● **What is required**: The following data has a line with "context.lineJoin = 'round';" and a line with "[1059,2195,1060,2537,850,2537,849,2196]". Write out exactly those lines and all the lines between them.
___ Supplied information ___
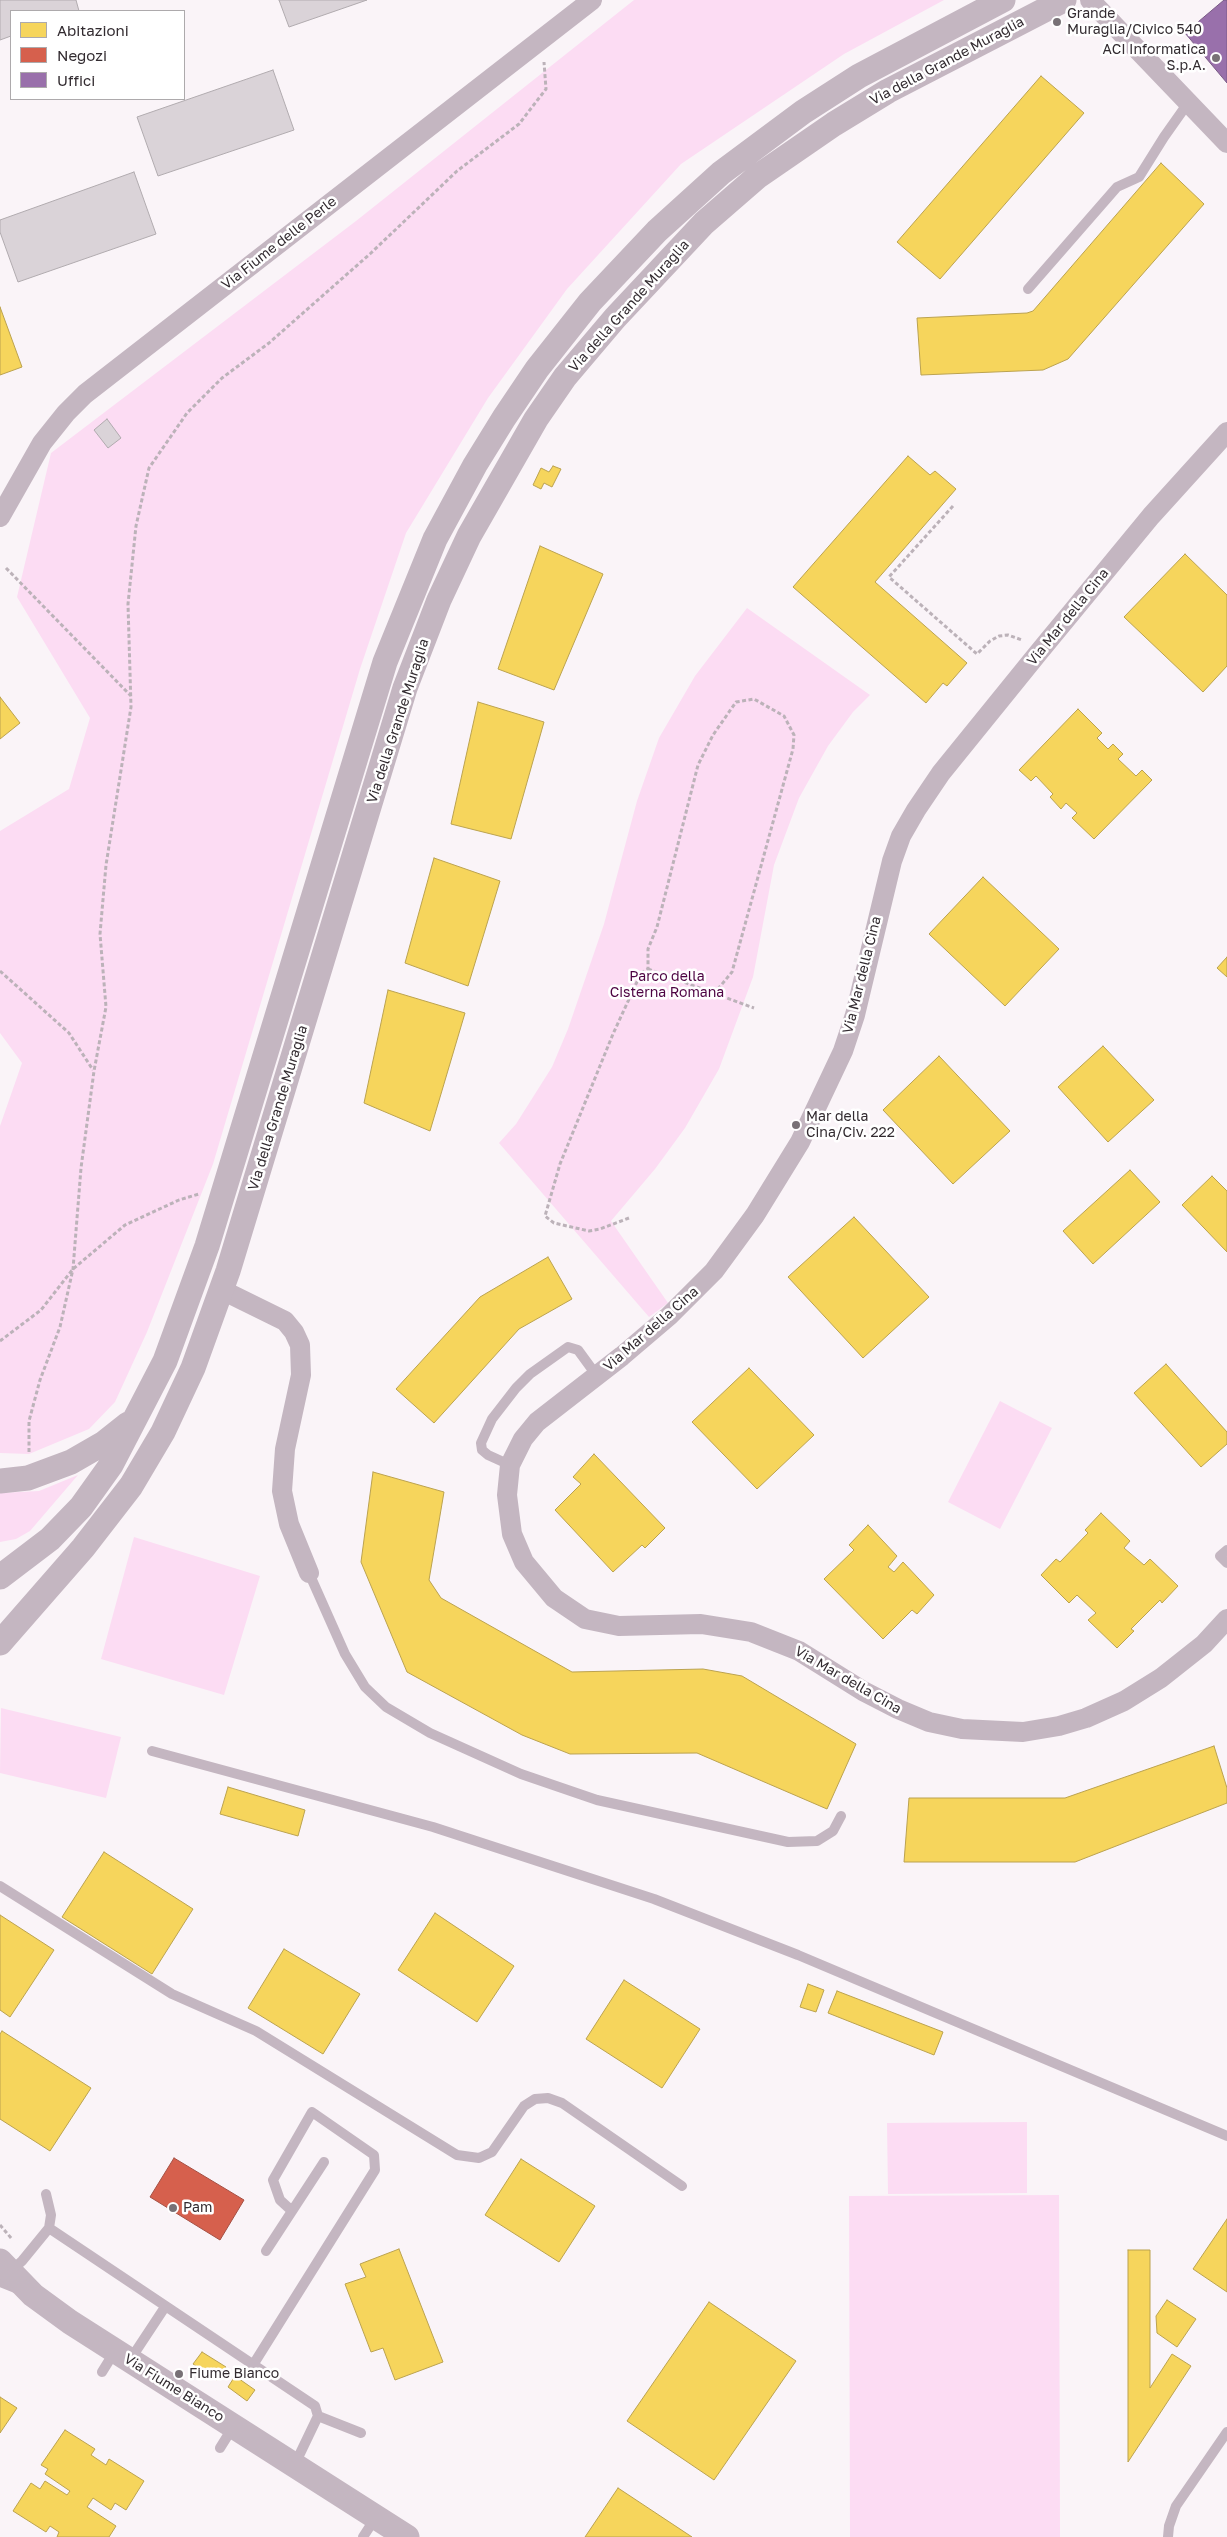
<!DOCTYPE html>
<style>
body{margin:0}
#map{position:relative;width:1227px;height:2537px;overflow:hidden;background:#faf4f8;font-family:"Golos Text",sans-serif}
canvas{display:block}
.legend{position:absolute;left:10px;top:10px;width:175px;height:90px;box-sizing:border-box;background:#fff;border:1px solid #adaaac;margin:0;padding:6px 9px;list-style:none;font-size:15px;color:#322b30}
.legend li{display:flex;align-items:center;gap:10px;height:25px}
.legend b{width:25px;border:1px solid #adaaac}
</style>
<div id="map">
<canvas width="1227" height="2537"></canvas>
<ul class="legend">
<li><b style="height:14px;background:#f6d55c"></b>Abitazioni</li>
<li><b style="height:14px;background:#d6604d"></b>Negozi</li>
<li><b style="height:14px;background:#9970ab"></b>Uffici</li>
</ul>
</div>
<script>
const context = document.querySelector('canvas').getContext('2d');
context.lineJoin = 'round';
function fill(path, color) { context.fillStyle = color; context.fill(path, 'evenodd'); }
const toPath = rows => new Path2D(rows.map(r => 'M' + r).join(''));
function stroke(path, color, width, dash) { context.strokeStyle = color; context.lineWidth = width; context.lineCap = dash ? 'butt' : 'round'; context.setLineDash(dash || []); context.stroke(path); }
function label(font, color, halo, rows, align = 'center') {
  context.font = font + ' "Golos Text",sans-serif'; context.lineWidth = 5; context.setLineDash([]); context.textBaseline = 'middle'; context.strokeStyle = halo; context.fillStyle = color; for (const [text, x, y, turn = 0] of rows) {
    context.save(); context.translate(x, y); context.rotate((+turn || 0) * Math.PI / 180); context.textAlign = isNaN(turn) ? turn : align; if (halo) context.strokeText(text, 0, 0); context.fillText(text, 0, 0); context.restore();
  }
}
const green = toPath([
 [634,0,944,0,844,54,681,164,567,289,488,398,406,533,360,669,213,1164,147,1332,115,1402,89,1429,29,1454,0,1453,0,1126,22,1063,0,1033,0,831,69,789,90,718,17,597,51,453,356,221],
 [747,608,870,695,853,712,828,746,799,798,774,865,753,977,719,1069,685,1128,655,1169,611,1221,668,1303,649,1317,499,1143,516,1124,552,1067,568,1029,604,924,637,801,659,738,695,676],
 [1000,1401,1052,1428,1000,1529,948,1502],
 [78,1475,30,1531,16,1539,0,1542,0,1493,39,1491],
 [134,1537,260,1576,224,1695,101,1659],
 [1,1708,121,1737,106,1798,0,1773],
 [1027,2122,1027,2193,888,2194,887,2123],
 [1059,2195,1060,2537,850,2537,849,2196]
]);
const homes = toPath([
 [1041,76,1084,113,940,279,897,242,1041,76],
 [1161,163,1204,204,1068,359,1043,370,921,375,917,318,1027,313,1033,311,1161,163],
 [0,307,22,367,0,375,0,307],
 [908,456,930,475,935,471,956,489,875,582,967,663,947,686,943,683,926,703,793,587,908,456],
 [553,466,561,469,552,487,544,483,541,489,533,485,541,468,549,472,553,466],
 [540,546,603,574,554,690,498,669,540,546],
 [1185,554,1227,595,1227,666,1203,692,1124,617,1185,554],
 [0,697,20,723,0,739,0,697],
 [478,702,544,722,511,839,451,824,478,702],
 [1078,709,1102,733,1097,738,1108,749,1113,744,1123,754,1118,759,1136,776,1142,770,1152,780,1094,839,1072,818,1077,813,1066,803,1061,809,1050,797,1053,794,1036,776,1031,781,1019,770,1078,709],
 [434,858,500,881,468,986,405,963,434,858],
 [983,877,1059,949,1005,1006,929,934,983,877],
 [1227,957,1227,977,1217,968,1227,957],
 [388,990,465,1013,430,1131,364,1103,388,990],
 [1103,1046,1154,1100,1108,1142,1058,1087,1103,1046],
 [939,1056,1010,1131,953,1184,883,1110,939,1056],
 [1130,1170,1160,1202,1093,1264,1063,1231,1130,1170],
 [1212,1176,1227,1191,1227,1252,1182,1205,1212,1176],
 [854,1217,929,1297,863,1358,788,1277,854,1217],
 [548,1257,572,1299,519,1329,434,1423,396,1389,480,1297,548,1257],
 [1166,1364,1227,1432,1227,1444,1201,1467,1134,1393,1166,1364],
 [749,1368,814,1435,757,1489,692,1422,749,1368],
 [594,1454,665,1528,645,1548,642,1545,613,1572,555,1510,581,1484,573,1477,594,1454],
 [373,1472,444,1492,429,1580,441,1598,572,1672,703,1669,742,1676,856,1744,827,1809,697,1753,570,1754,522,1735,407,1672,361,1562,373,1472],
 [1101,1513,1130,1541,1124,1548,1144,1565,1150,1559,1178,1586,1162,1603,1160,1600,1131,1629,1134,1631,1117,1648,1088,1620,1096,1613,1077,1595,1069,1603,1041,1575,1056,1559,1060,1562,1088,1533,1085,1530,1101,1513],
 [868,1525,897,1556,888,1567,894,1572,903,1562,934,1595,917,1614,912,1610,883,1639,824,1579,854,1550,849,1545,868,1525],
 [1214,1746,1227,1788,1227,1803,1075,1862,904,1862,909,1798,1065,1798,1214,1746],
 [228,1787,305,1810,298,1836,220,1814,228,1787],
 [104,1852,193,1909,152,1974,62,1917,104,1852],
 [435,1913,514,1966,477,2022,398,1970,435,1913],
 [0,1915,54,1950,10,2017,0,2010,0,1915],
 [284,1949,360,1994,323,2054,248,2008,284,1949],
 [624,1980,700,2029,662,2088,586,2039,624,1980],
 [808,1984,824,1990,816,2012,800,2007,808,1984],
 [837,1991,943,2032,934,2055,828,2013,837,1991],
 [2,2031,91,2088,50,2151,0,2119,0,2034,2,2031],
 [521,2159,595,2206,559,2262,485,2215,521,2159],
 [1227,2219,1227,2292,1193,2269,1227,2219],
 [399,2249,443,2362,395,2380,383,2348,371,2352,345,2284,366,2277,360,2264,399,2249],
 [1128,2250,1150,2250,1150,2388,1172,2354,1191,2366,1128,2462,1128,2250],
 [1167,2300,1196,2319,1177,2347,1157,2333,1156,2316,1167,2300],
 [709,2302,796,2361,714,2480,627,2421,709,2302],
 [202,2352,226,2367,217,2380,193,2364,202,2352],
 [235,2376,255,2390,247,2401,228,2387,235,2376],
 [0,2397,17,2408,0,2433,0,2397],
 [65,2430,95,2449,91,2455,106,2465,109,2459,144,2481,126,2510,115,2503,111,2510,93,2498,87,2507,116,2526,109,2537,57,2537,59,2532,50,2526,46,2532,13,2511,31,2483,40,2489,45,2481,67,2495,70,2491,45,2474,48,2469,41,2465,65,2430],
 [618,2488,692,2537,585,2537,618,2488]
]);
const shops = toPath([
 [174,2158,244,2200,220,2240,150,2197,174,2158]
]);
const offices = toPath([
 [1224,0,1227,0,1227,83,1185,33,1224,0]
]);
const building = toPath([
 [0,0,76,0,79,11,11,11,11,36,0,40,0,0],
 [279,0,367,0,289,27,279,0],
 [273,70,294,130,158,176,137,117,273,70],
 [134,172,156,234,18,282,0,232,0,220,134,172],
 [107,419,121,438,108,448,94,430,107,419]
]);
const path = toPath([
 [953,506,889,577,977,654,990,641,999,636,1008,635,1022,640],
 [6,568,131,696],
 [648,969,754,1008],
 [0,971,69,1033,93,1070],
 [629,1218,600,1229,589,1231,554,1223,545,1216,560,1164,613,1034,641,973,648,969,648,949,657,927,698,765,713,735,736,702,754,699,784,716,794,735,793,749,732,972,718,989,709,992],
 [0,1341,41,1310,73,1269,125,1225,179,1200,199,1194],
 [29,1452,29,1421,40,1380,60,1327,73,1269,81,1168,94,1071,106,1007,100,934,106,865,131,707,128,604,136,526,149,468,187,413,222,378,269,343,371,253,457,171,519,124,546,89,544,62],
 [0,2225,12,2239]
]);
const service = toPath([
 [1028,289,1117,187,1139,177,1164,137,1188,103],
 [510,1465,488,1455,482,1450,481,1443,492,1419,516,1388,530,1374,568,1347,578,1350,597,1376],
 [1227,1550,1220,1556,1227,1563],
 [309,1573,345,1654,365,1687,386,1707,430,1733,521,1774,597,1800,788,1842,817,1841,833,1831,841,1816],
 [152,1751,433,1827,654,1899,798,1955,1227,2136],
 [0,1886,172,1994,256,2031,457,2155,479,2158,492,2152,524,2106,535,2099,548,2098,562,2103,682,2186],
 [49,2228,315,2406,318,2416,295,2464],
 [266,2251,324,2162],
 [11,2271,22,2261,49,2228,51,2215,46,2194],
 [0,2282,18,2289],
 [130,2360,165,2307],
 [253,2365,375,2170,374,2155,312,2112,273,2180,280,2200,292,2211],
 [102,2372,115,2351],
 [318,2416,361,2433],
 [220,2448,233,2427],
 [363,2537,376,2517],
 [1168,2537,1169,2526,1176,2506,1227,2432]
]);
const minor = toPath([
 [1111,22,1227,143],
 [1227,432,1151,516,1039,652,941,773,916,810,901,836,892,861,855,1015,843,1051,800,1142,755,1215,714,1271,669,1316,622,1356,537,1422,523,1439,510,1465,507,1495,512,1534,524,1562,554,1598,585,1619,619,1626,701,1624,751,1632,799,1651,863,1691,898,1709,929,1722,962,1729,1023,1732,1059,1726,1086,1718,1124,1701,1161,1678,1204,1644,1227,1619],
 [0,517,42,443,66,413,85,394,592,0],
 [222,1290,285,1321,294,1332,300,1345,301,1375,285,1449,282,1491,289,1524,309,1573]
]);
const tertiary = toPath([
 [0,1481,28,1478,71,1462,104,1443,128,1424],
 [0,1577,50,1539,81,1507,111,1465,165,1361,207,1246,385,662,435,539,475,465,504,418,537,369,590,302,657,231,721,173,803,112,859,76,1003,0],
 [0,1643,83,1548,131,1486,163,1432,193,1368,228,1271,405,688,439,600,469,536,536,419,565,377,615,318,704,223,757,177,834,124,888,91,1064,0],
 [0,2261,33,2295,70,2322,407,2537]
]);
const minorBridge = toPath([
 [1090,0,1111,22]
]);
const markers = [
 [1057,22,5,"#787176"],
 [1216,58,5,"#787176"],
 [796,1125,5,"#787176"],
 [173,2208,5,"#787176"],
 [179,2374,5,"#787176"]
];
const poiNames = [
 ["Grande",1067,14],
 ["Muraglia/Civico 540",1067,30],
 ["ACI Informatica",1206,50,"right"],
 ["S.p.A.",1206,66,"right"],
 ["Mar della",806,1117],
 ["Cina/Civ. 222",806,1133],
 ["Pam",183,2208],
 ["Fiume Bianco",189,2374]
];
const streetNames = [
 ["Via della Grande Muraglia",947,61,-28],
 ["Via Fiume delle Perle",279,243,-38],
 ["Via della Grande Muraglia",629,306,-48],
 ["Via Mar della Cina",1068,617,-51],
 ["Via della Grande Muraglia",398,721,-72],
 ["Via Mar della Cina",862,975,-76],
 ["Via della Grande Muraglia",278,1108,-73],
 ["Via Mar della Cina",651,1329,-41],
 ["Via Mar della Cina",848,1680,30],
 ["Via Fiume Bianco",174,2388,32]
];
const parkNames = [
 ["Parco della",667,977],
 ["Cisterna Romana",667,993]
];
fill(green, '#fcdcf3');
fill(homes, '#f6d55c');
stroke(homes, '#bba24f', 1);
fill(shops, '#d6604d');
stroke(shops, '#a55044', 1);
fill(offices, '#9970ab');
stroke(offices, '#7a5b86', 1);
fill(building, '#dad3d8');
stroke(building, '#b1abaf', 1);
stroke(path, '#bcb2b9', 3, [4, 2.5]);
stroke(service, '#c4b6c1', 10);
stroke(minor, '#c4b6c1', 20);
stroke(tertiary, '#c4b6c1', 25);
stroke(minorBridge, '#c4b6c1', 20);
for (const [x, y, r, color] of markers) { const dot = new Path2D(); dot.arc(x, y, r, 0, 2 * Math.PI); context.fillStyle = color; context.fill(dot); stroke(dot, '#fff', 2); }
label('14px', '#322b30', '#fff', poiNames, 'left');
label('14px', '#322b30', '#fff', streetNames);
label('14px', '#4d0342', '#fff', parkNames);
</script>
___
● **Solution for this exercise**:
context.lineJoin = 'round';
function fill(path, color) { context.fillStyle = color; context.fill(path, 'evenodd'); }
const toPath = rows => new Path2D(rows.map(r => 'M' + r).join(''));
function stroke(path, color, width, dash) { context.strokeStyle = color; context.lineWidth = width; context.lineCap = dash ? 'butt' : 'round'; context.setLineDash(dash || []); context.stroke(path); }
function label(font, color, halo, rows, align = 'center') {
  context.font = font + ' "Golos Text",sans-serif'; context.lineWidth = 5; context.setLineDash([]); context.textBaseline = 'middle'; context.strokeStyle = halo; context.fillStyle = color; for (const [text, x, y, turn = 0] of rows) {
    context.save(); context.translate(x, y); context.rotate((+turn || 0) * Math.PI / 180); context.textAlign = isNaN(turn) ? turn : align; if (halo) context.strokeText(text, 0, 0); context.fillText(text, 0, 0); context.restore();
  }
}
const green = toPath([
 [634,0,944,0,844,54,681,164,567,289,488,398,406,533,360,669,213,1164,147,1332,115,1402,89,1429,29,1454,0,1453,0,1126,22,1063,0,1033,0,831,69,789,90,718,17,597,51,453,356,221],
 [747,608,870,695,853,712,828,746,799,798,774,865,753,977,719,1069,685,1128,655,1169,611,1221,668,1303,649,1317,499,1143,516,1124,552,1067,568,1029,604,924,637,801,659,738,695,676],
 [1000,1401,1052,1428,1000,1529,948,1502],
 [78,1475,30,1531,16,1539,0,1542,0,1493,39,1491],
 [134,1537,260,1576,224,1695,101,1659],
 [1,1708,121,1737,106,1798,0,1773],
 [1027,2122,1027,2193,888,2194,887,2123],
 [1059,2195,1060,2537,850,2537,849,2196]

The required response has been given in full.